* Your goal
In the material below, find every line containing the string "column" and return it.

Given data Start Marker

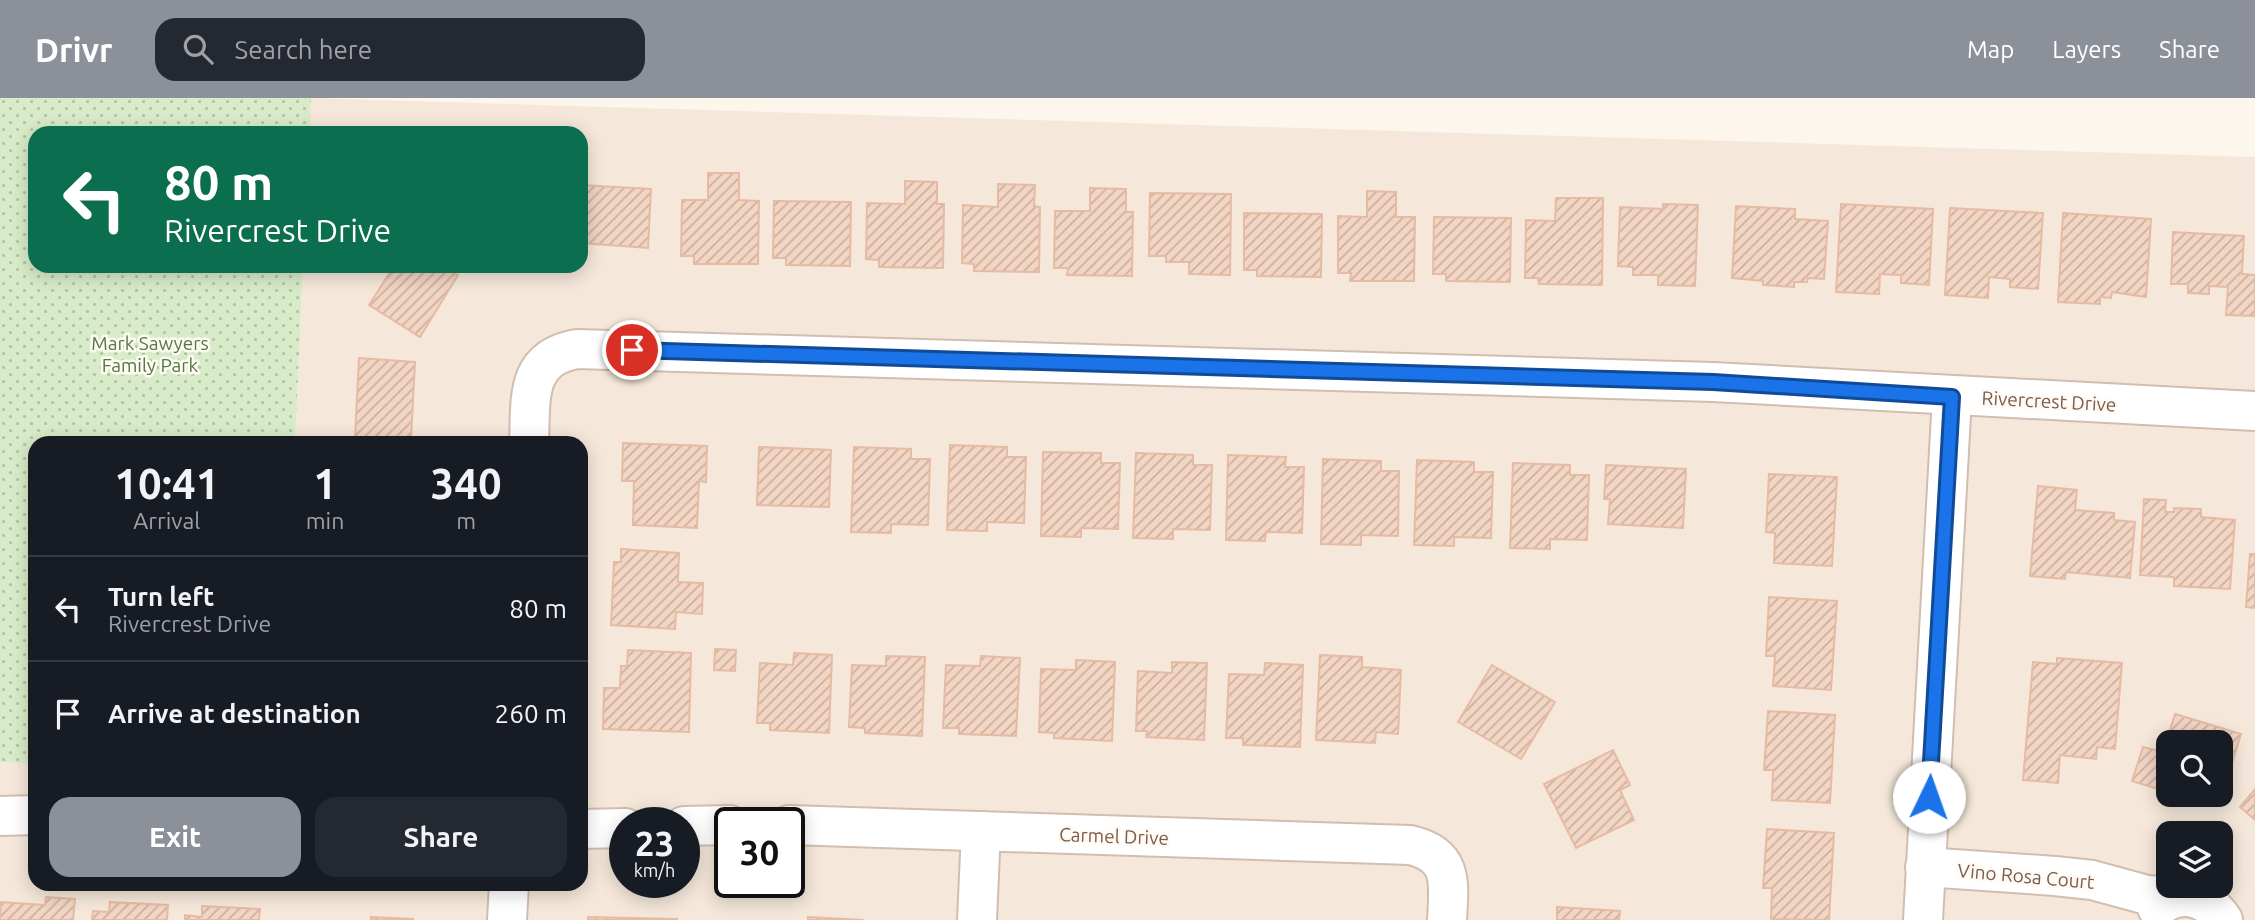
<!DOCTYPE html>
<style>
:root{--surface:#171b24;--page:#242831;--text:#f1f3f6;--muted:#9ea1a6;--line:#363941;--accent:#8c9099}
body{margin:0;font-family:Ubuntu,sans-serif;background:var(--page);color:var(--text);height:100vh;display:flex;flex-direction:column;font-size:26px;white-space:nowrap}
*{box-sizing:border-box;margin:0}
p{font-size:23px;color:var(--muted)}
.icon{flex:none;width:38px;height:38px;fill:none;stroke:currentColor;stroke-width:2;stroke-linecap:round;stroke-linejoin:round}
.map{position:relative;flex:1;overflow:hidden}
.sheet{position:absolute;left:28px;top:338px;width:560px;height:455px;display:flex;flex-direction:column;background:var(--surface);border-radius:21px;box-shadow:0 4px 18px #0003}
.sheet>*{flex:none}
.top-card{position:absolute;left:28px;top:28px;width:560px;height:147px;border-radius:21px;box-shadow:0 4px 18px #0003;background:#0b6e4f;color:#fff;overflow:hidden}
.fabs{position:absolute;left:2156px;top:632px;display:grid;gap:14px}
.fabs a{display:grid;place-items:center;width:77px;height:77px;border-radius:14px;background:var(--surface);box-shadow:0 4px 18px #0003;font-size:35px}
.speed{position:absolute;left:609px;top:709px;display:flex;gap:14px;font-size:35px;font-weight:700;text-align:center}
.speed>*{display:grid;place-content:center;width:91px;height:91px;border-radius:50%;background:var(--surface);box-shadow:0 4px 18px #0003;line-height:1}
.speed small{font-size:18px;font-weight:400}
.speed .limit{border:4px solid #111;border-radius:10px;background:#fff;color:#111}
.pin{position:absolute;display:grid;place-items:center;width:60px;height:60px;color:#fff;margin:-30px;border:4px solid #fff;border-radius:50%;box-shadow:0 2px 7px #0007}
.me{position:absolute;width:77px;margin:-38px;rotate:3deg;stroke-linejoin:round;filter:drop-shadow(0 0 5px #0008)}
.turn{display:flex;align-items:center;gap:24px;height:147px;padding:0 21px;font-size:32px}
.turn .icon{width:91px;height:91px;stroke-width:2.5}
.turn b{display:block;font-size:49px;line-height:60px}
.eta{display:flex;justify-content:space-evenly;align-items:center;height:119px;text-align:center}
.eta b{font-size:42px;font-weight:700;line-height:49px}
.button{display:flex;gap:14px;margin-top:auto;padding:14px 21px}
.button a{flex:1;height:80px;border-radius:21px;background:var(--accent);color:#fff;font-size:28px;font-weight:700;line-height:80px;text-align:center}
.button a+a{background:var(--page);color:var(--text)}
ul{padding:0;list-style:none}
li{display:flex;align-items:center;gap:21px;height:105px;padding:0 21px;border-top:2px solid var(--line)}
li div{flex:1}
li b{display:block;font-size:26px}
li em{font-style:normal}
header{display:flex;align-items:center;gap:42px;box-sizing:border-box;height:98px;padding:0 35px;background:var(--accent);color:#fff}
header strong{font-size:33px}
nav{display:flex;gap:38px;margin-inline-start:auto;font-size:24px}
.search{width:490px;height:63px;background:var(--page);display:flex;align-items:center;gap:18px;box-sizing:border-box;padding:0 24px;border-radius:21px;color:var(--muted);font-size:26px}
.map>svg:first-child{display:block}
</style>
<header>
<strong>Drivr</strong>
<div class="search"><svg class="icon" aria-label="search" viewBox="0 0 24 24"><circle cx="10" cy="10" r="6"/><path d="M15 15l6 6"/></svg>Search here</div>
<nav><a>Map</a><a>Layers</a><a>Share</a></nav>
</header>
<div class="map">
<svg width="2255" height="822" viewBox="0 0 2255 822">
<defs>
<pattern id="park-dots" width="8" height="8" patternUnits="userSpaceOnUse" patternTransform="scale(1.75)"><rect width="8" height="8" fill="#d8ecc9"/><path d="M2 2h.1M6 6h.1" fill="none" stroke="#b4c2a5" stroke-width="1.8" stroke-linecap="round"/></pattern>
<pattern id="building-hatch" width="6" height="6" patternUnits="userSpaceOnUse" patternTransform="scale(1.75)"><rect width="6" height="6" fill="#f3d5c3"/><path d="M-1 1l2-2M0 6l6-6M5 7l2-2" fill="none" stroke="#cab0a1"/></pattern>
</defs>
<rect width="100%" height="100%" fill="#fdf6ec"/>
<path fill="#f5e8da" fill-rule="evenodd" d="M 311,0 L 2255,59 L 2255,822 L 0,822 L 0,664 L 35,666 L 35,786 L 581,786 L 581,345 L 295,345 L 303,168 L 581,168 L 581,35 L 310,35 ZM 2168,644 L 2221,644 L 2221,696 L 2168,696 ZM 625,724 L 684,724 L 684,784 L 625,784 ZM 730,724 L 789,724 L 789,784 L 730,784 ZM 2168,735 L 2221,735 L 2221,788 L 2168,788 Z"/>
<path fill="url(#park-dots)" d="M 0,0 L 311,0 L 310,35 L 35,35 L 35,168 L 303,168 L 295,345 L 35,345 L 35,666 L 0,664 Z"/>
<g fill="url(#building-hatch)" stroke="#e6bba3" stroke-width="2">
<path d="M 708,75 L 739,75 L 739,102 L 759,103 L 758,166 L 694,166 L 694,158 L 681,158 L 682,102 L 708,102 Z"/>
<path d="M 905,83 L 937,84 L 937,106 L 944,106 L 943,170 L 879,169 L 879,162 L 866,161 L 867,105 L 905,106 Z"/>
<path d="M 998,86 L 1035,87 L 1034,108 L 1040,109 L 1039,174 L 974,173 L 974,166 L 962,165 L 963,107 L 998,109 Z"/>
<path d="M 581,87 L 651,91 L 648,150 L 581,145 Z"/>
<path d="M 1090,90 L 1126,91 L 1126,114 L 1133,114 L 1132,178 L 1067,177 L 1068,170 L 1054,170 L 1055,113 L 1090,113 Z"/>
<path d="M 1367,93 L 1396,94 L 1396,119 L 1415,119 L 1414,183 L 1350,183 L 1351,175 L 1338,175 L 1338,118 L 1367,119 Z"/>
<path d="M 1150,95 L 1231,96 L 1230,177 L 1189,176 L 1189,164 L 1166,164 L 1166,158 L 1149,158 Z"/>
<path d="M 1556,100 L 1603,100 L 1602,187 L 1539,186 L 1538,180 L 1525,180 L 1526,122 L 1555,123 Z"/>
<path d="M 774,103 L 851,104 L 850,168 L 786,167 L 786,160 L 773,160 Z"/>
<path d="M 1663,106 L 1698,107 L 1695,188 L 1658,187 L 1658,177 L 1633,177 L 1633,169 L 1618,168 L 1620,109 L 1663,111 Z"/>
<path d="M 1841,106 L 1933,111 L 1929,187 L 1901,185 L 1901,177 L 1880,176 L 1879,196 L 1836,194 Z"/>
<path d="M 1736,108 L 1795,111 L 1795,121 L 1828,123 L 1824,181 L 1808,180 L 1807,184 L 1794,184 L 1794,189 L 1763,187 L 1763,183 L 1732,180 Z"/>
<path d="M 1950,110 L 2043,115 L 2038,191 L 2010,189 L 2010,181 L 1989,179 L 1988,200 L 1945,197 Z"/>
<path d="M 1244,115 L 1322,116 L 1321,179 L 1257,178 L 1257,172 L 1244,172 Z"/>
<path d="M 2063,115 L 2151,121 L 2146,199 L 2112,194 L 2111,200 L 2100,199 L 2100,206 L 2058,204 Z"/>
<path d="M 1434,119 L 1511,120 L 1510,184 L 1446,183 L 1446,176 L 1433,176 Z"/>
<path d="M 2173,134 L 2244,138 L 2242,176 L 2255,177 L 2255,218 L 2226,217 L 2228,189 L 2209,188 L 2209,196 L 2188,195 L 2188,186 L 2171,186 Z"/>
<path d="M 394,168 L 443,168 L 458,177 L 420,239 L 369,207 Z"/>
<path d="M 359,260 L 415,264 L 411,341 L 355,339 Z"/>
<path d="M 623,345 L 707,348 L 706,384 L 699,383 L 697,430 L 633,427 L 634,383 L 622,383 Z"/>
<path d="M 950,347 L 1007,349 L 1007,359 L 1026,359 L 1024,425 L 987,424 L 987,433 L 947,432 Z"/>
<path d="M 759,349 L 831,352 L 829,409 L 757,407 Z"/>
<path d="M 854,349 L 911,351 L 911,361 L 930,361 L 928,427 L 891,426 L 891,435 L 851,434 Z"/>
<path d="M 1043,354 L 1101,355 L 1101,365 L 1120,365 L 1118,431 L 1081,430 L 1081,439 L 1041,438 Z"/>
<path d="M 1136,355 L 1193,357 L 1193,367 L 1212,367 L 1210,432 L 1173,431 L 1173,441 L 1133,440 Z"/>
<path d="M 1228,357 L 1286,359 L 1285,369 L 1304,369 L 1302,435 L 1266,434 L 1265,443 L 1226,442 Z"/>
<path d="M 1323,361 L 1381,363 L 1381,373 L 1399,373 L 1398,438 L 1361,437 L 1361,447 L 1321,446 Z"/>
<path d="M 1417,362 L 1474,364 L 1474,374 L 1493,374 L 1491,440 L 1454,439 L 1454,448 L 1414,447 Z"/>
<path d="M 1513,365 L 1570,367 L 1570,377 L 1589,377 L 1587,442 L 1550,441 L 1550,451 L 1510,450 Z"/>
<path d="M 1606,367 L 1686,371 L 1683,430 L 1608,426 L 1610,401 L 1604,401 Z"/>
<path d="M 1769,376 L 1837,379 L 1832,468 L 1774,465 L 1775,435 L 1766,434 Z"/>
<path d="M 2038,388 L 2077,392 L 2075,412 L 2114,415 L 2114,422 L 2135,424 L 2130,480 L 2066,474 L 2065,481 L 2030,478 Z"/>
<path d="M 2144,401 L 2166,402 L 2165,414 L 2174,414 L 2174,410 L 2201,411 L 2201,419 L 2235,422 L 2230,491 L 2174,488 L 2174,479 L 2140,477 Z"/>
<path d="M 621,451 L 679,455 L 678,484 L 703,485 L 702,516 L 676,514 L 675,531 L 611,527 L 614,464 L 621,464 Z"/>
<path d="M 2250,456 L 2255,456 L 2255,510 L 2246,509 Z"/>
<path d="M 1769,499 L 1837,503 L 1831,592 L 1773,588 L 1775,558 L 1766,558 Z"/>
<path d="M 715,551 L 736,552 L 735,573 L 714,572 Z"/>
<path d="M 628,552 L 691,555 L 689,634 L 603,631 L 604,590 L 620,590 L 621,568 L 627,568 Z"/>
<path d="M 794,555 L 832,557 L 829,635 L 770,632 L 770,625 L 757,625 L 760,565 L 793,567 Z"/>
<path d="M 1320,557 L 1362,559 L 1362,569 L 1401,572 L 1398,636 L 1376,634 L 1375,645 L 1316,642 Z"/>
<path d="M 886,558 L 925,559 L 922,638 L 865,635 L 865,630 L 849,629 L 852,567 L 886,568 Z"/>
<path d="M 981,558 L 1020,560 L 1016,638 L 959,636 L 959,630 L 943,630 L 946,567 L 980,568 Z"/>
<path d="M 2057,560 L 2122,565 L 2115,651 L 2097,649 L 2096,661 L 2060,657 L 2058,685 L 2023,682 L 2033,564 L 2057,566 Z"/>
<path d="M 1076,562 L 1115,564 L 1112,643 L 1054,640 L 1054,635 L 1039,634 L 1041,571 L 1076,572 Z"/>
<path d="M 1172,564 L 1207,565 L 1204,642 L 1146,639 L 1147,633 L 1136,633 L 1138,573 L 1172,575 Z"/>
<path d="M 1265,565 L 1303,567 L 1300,649 L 1243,647 L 1243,640 L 1226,640 L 1229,576 L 1264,577 Z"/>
<path d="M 1492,567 L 1555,604 L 1521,661 L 1458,624 Z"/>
<path d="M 1768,613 L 1835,617 L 1830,705 L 1772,702 L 1773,672 L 1764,672 Z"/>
<path d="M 2175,616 L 2241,636 L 2229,675 L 2221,673 L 2221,644 L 2168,644 L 2168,694 L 2132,683 L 2143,649 L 2163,654 Z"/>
<path d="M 1613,652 L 1630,687 L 1620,692 L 1634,722 L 1576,750 L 1544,686 Z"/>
<path d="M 2255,691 L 2255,722 L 2240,709 Z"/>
<path d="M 1767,731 L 1834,735 L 1829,822 L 1771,821 L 1772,790 L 1763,790 Z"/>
<path d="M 46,799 L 75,801 L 73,822 L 0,822 L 1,804 L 45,807 Z"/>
<path d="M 110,804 L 168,807 L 167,822 L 92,822 L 93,813 L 109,814 Z"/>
<path d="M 202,808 L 260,811 L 259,822 L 185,822 L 185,817 L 202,819 Z"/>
<path d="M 1557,809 L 1620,813 L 1619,822 L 1557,822 Z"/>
<path d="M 371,819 L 413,821 L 413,822 L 371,822 Z"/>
<path d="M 588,819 L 677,821 L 677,822 L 588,822 Z"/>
<path d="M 808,819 L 864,822 L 808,822 Z"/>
</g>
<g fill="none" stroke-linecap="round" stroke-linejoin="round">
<defs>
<g id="minor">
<path d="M 529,345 C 531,302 524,260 577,251 L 1713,284 L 2255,313"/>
<path d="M 0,718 L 35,717"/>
<path d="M 789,727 L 1410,747 C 1454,757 1449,785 1447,822"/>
<path d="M 684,728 L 730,727"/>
<path d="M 581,731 L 625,730"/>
<path d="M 1925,769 L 2055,778 L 2092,782 L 2147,797 L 2177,799"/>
<path d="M 2157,810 C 2180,791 2207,798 2223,822"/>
<path d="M 507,822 L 509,786"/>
<path d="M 977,822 L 981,733"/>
<path d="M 1923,822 L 1952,299"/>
</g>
</defs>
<use href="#minor" stroke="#d1beb0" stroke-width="42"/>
<use href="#minor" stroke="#fff" stroke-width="38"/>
</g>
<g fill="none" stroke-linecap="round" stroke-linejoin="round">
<defs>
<path id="route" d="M 632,252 L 1713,284 L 1952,299 L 1929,699"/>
</defs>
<use href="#route" stroke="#114b97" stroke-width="18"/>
<use href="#route" stroke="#1a73e8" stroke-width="12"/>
</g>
<g text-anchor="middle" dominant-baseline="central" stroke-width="5" stroke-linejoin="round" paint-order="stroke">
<g font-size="19" fill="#537a41" stroke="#fffaf3">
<text x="150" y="245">Mark Sawyers<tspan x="150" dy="22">Family Park</tspan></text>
</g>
<g font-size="19" fill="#7a5c4d" stroke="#fffaf3">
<text transform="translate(2049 303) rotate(3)">Rivercrest Drive</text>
<text transform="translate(1114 738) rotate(2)">Carmel Drive</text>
<text transform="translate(2026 778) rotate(5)">Vino Rosa Court</text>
</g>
</g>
</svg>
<div class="fabs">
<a><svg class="icon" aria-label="search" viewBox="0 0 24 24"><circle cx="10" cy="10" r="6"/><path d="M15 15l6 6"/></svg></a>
<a><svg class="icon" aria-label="layers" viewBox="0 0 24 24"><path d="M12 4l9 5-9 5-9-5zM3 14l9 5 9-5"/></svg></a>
</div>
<div class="speed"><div>23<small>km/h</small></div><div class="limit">30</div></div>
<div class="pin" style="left:632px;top:252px;background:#d93025"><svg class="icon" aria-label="arrive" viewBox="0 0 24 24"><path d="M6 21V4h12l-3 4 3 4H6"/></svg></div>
<svg class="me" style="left:1929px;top:699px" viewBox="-20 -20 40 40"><circle r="19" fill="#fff"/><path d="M0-13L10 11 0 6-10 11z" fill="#1a73e8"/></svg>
<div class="top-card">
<div class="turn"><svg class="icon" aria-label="left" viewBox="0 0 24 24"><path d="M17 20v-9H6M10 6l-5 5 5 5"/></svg><div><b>80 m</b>Rivercrest Drive</div></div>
</div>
<section class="sheet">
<div class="eta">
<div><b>10:41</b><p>Arrival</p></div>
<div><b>1</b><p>min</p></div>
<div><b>340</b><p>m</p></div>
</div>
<ul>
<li><svg class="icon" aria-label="left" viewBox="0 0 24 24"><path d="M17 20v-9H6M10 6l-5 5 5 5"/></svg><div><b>Turn left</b><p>Rivercrest Drive</p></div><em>80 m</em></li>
<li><svg class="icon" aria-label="arrive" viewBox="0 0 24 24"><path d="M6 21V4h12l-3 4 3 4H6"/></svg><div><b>Arrive at destination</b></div><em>260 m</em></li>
</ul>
<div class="button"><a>Exit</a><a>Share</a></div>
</section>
</div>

Given data End Marker

* Your response
body{margin:0;font-family:Ubuntu,sans-serif;background:var(--page);color:var(--text);height:100vh;display:flex;flex-direction:column;font-size:26px;white-space:nowrap}
.sheet{position:absolute;left:28px;top:338px;width:560px;height:455px;display:flex;flex-direction:column;background:var(--surface);border-radius:21px;box-shadow:0 4px 18px #0003}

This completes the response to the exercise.